[Opening SOURCE INFORMATION section]

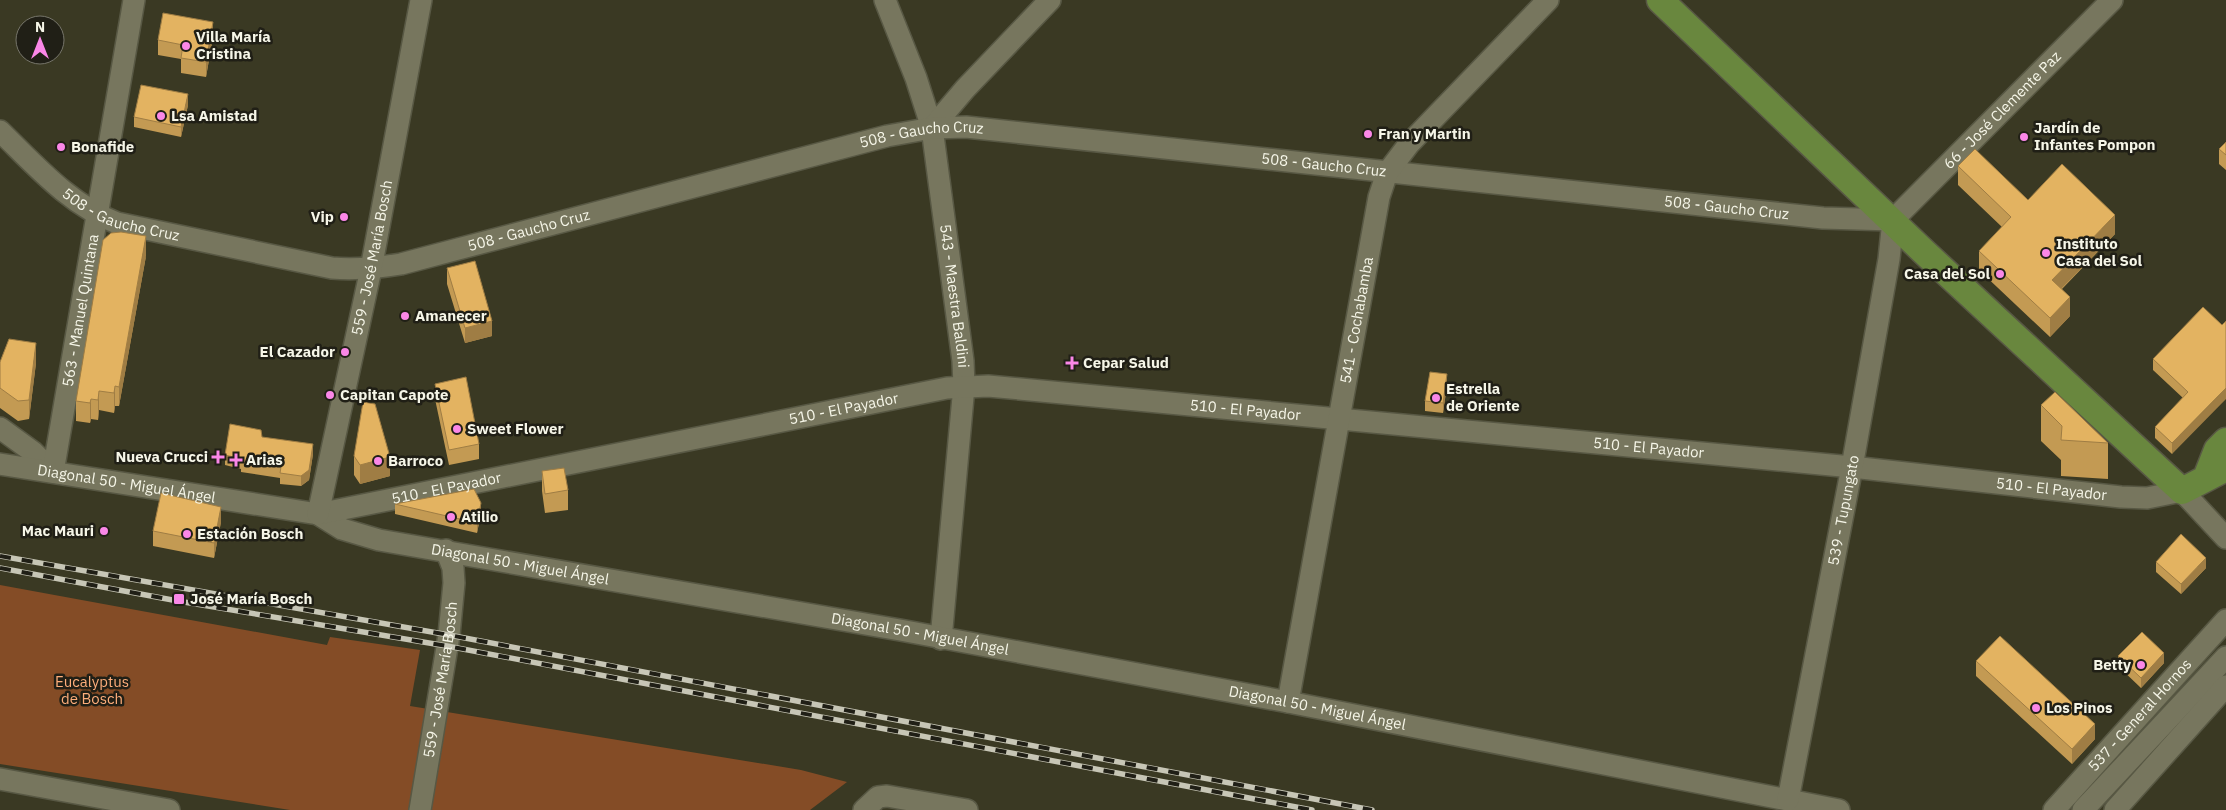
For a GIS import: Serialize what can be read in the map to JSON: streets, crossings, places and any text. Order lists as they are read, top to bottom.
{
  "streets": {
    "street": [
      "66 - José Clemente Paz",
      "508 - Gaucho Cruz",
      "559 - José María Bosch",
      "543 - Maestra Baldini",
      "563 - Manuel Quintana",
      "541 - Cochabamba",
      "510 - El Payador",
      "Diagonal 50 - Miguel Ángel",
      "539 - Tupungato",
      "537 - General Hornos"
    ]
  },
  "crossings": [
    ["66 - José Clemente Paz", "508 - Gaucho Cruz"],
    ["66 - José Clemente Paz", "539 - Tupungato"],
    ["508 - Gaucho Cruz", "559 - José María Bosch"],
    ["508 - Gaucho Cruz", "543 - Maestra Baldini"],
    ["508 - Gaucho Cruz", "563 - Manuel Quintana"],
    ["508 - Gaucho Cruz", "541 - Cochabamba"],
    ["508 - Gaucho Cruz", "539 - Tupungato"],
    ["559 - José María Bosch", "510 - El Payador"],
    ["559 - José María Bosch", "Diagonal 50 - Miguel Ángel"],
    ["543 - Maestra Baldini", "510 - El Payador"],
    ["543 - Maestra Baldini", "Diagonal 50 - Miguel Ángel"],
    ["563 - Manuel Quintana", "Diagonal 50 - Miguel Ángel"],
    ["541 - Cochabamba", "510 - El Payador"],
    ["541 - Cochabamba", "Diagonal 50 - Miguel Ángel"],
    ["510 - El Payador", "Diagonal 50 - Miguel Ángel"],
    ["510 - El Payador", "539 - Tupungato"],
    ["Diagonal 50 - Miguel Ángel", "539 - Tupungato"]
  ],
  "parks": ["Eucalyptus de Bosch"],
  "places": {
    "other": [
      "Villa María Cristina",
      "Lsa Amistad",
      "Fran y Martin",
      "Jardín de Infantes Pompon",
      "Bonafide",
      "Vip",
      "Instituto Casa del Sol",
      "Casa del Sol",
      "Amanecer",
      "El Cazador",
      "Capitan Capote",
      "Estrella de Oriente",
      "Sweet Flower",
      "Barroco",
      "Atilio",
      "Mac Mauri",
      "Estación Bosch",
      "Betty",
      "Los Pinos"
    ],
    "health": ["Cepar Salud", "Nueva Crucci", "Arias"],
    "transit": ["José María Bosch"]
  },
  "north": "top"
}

[Closing SOURCE INFORMATION section]
[Opening SOURCE INFORMATION section]

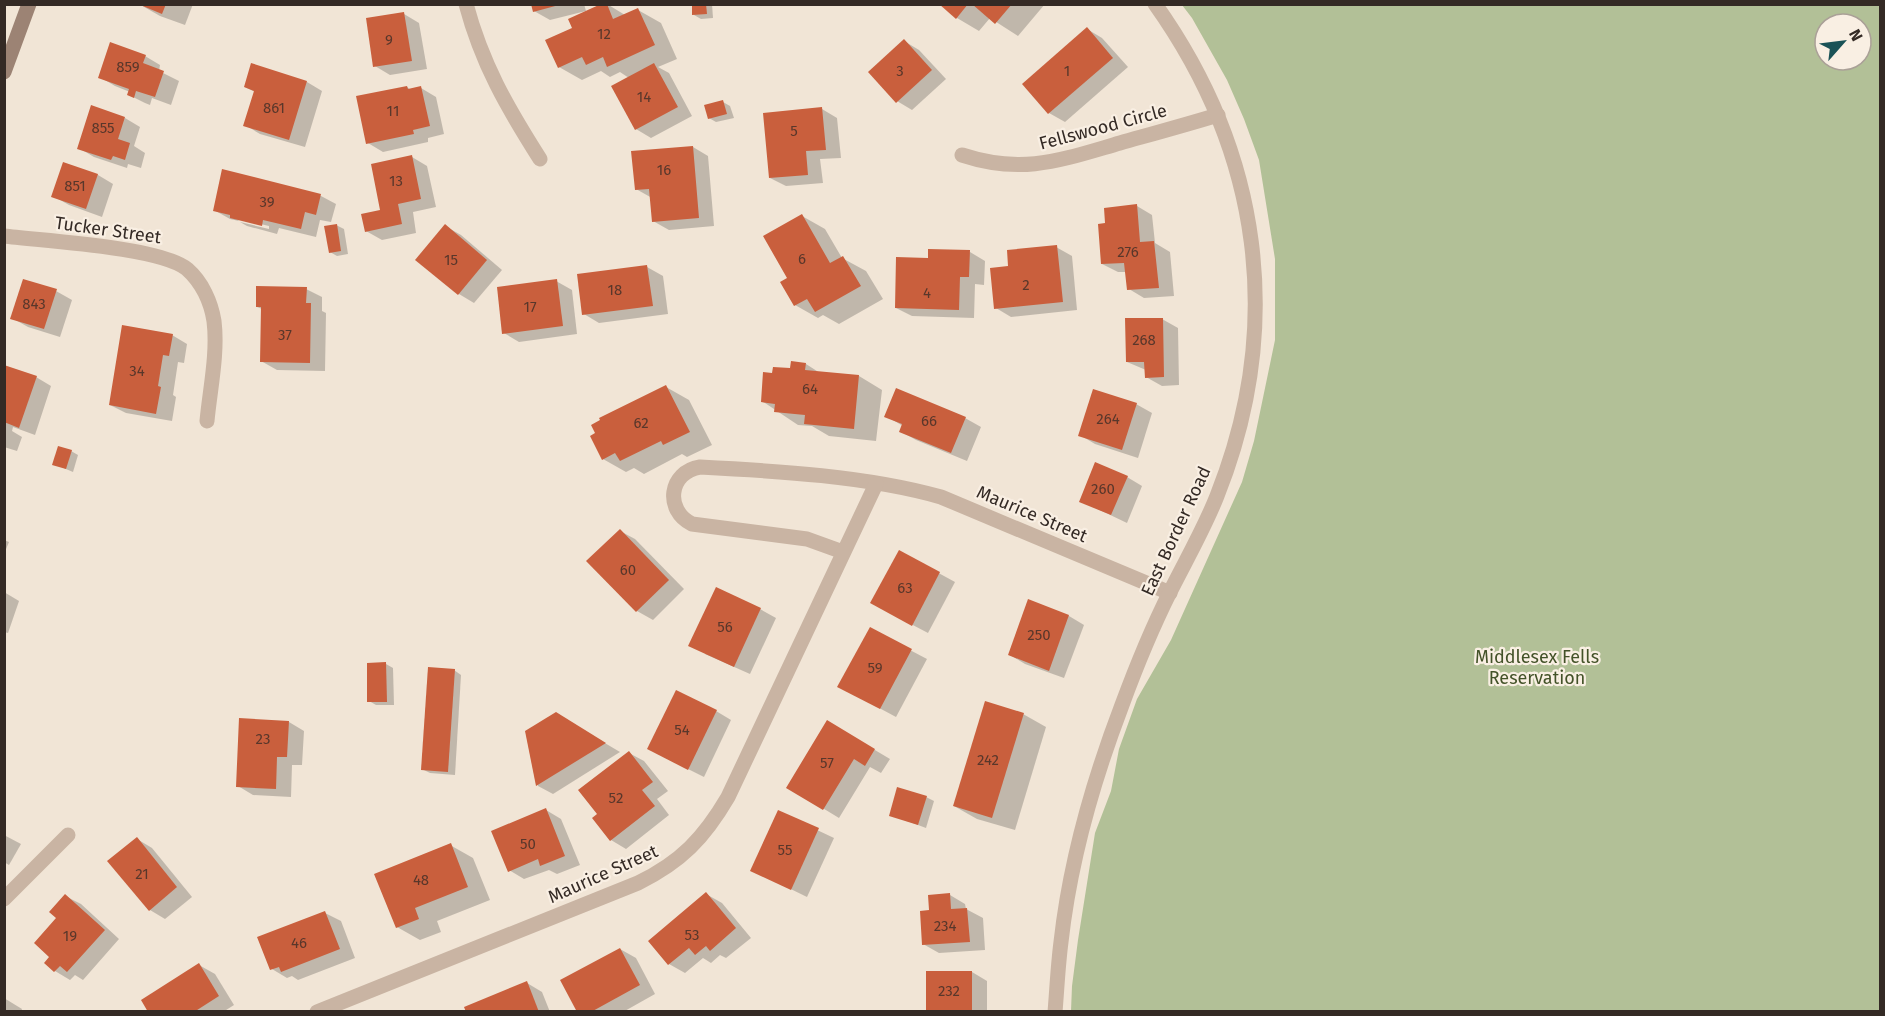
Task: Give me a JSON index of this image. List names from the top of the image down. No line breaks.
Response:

[Closing SOURCE INFORMATION section]
[Opening SOURCE INFORMATION section]

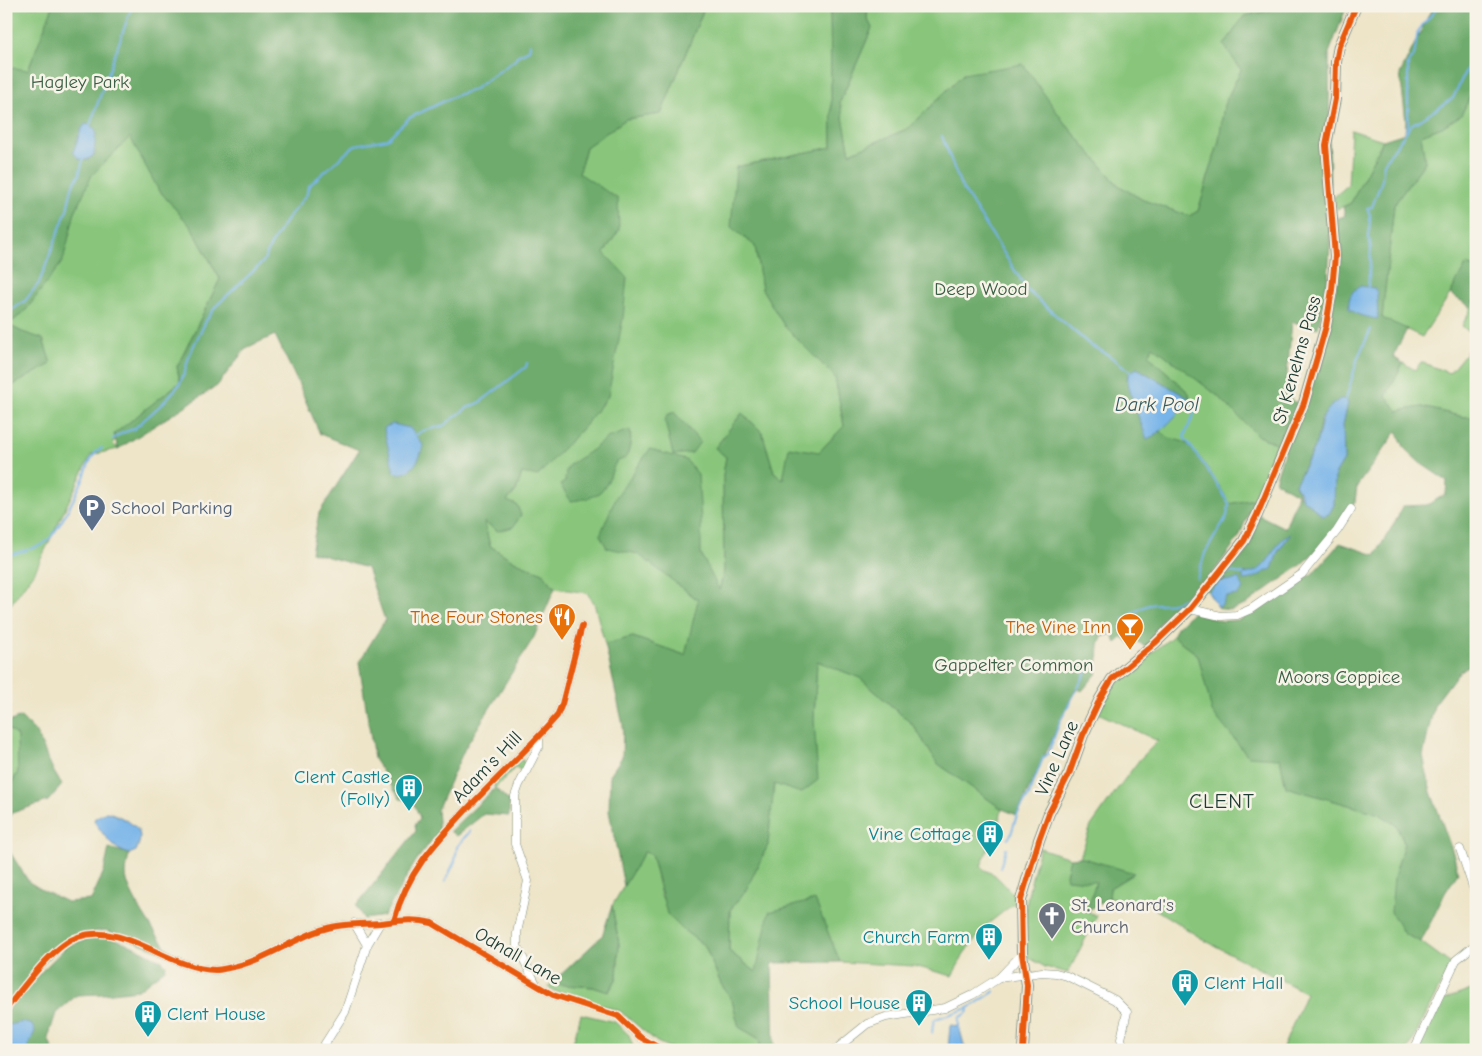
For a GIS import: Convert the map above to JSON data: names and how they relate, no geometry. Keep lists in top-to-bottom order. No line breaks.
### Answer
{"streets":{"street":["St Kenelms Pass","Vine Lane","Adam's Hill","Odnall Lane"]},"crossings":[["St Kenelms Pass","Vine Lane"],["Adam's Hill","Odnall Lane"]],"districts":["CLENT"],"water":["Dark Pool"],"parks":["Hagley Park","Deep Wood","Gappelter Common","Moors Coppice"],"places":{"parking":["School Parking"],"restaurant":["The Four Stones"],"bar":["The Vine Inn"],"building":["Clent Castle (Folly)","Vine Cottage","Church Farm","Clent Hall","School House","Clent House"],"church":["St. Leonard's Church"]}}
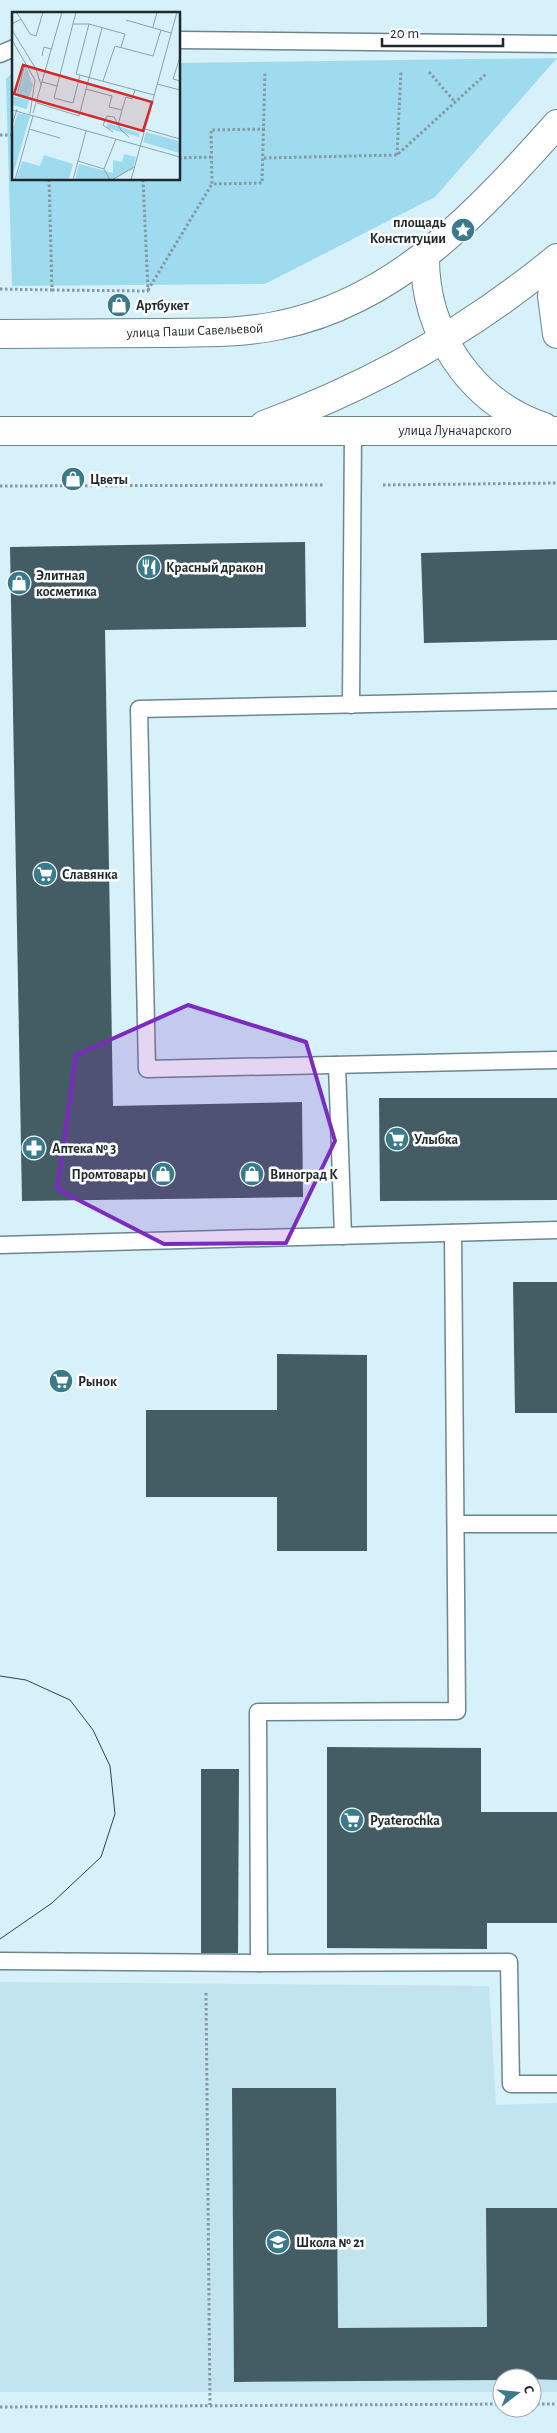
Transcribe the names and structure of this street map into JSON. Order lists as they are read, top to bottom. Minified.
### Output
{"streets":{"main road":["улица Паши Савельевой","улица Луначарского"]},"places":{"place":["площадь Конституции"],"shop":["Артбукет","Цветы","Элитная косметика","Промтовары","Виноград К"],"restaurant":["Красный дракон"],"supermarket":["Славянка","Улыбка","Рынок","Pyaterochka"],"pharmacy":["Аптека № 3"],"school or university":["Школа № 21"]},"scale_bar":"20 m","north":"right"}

[Closing SOURCE INFORMATION section]

EXERCISE DETAILS: Please determine the number of lines in the records above that include the string "breaks", and answer with that number only.

OUTPUT BELOW: 2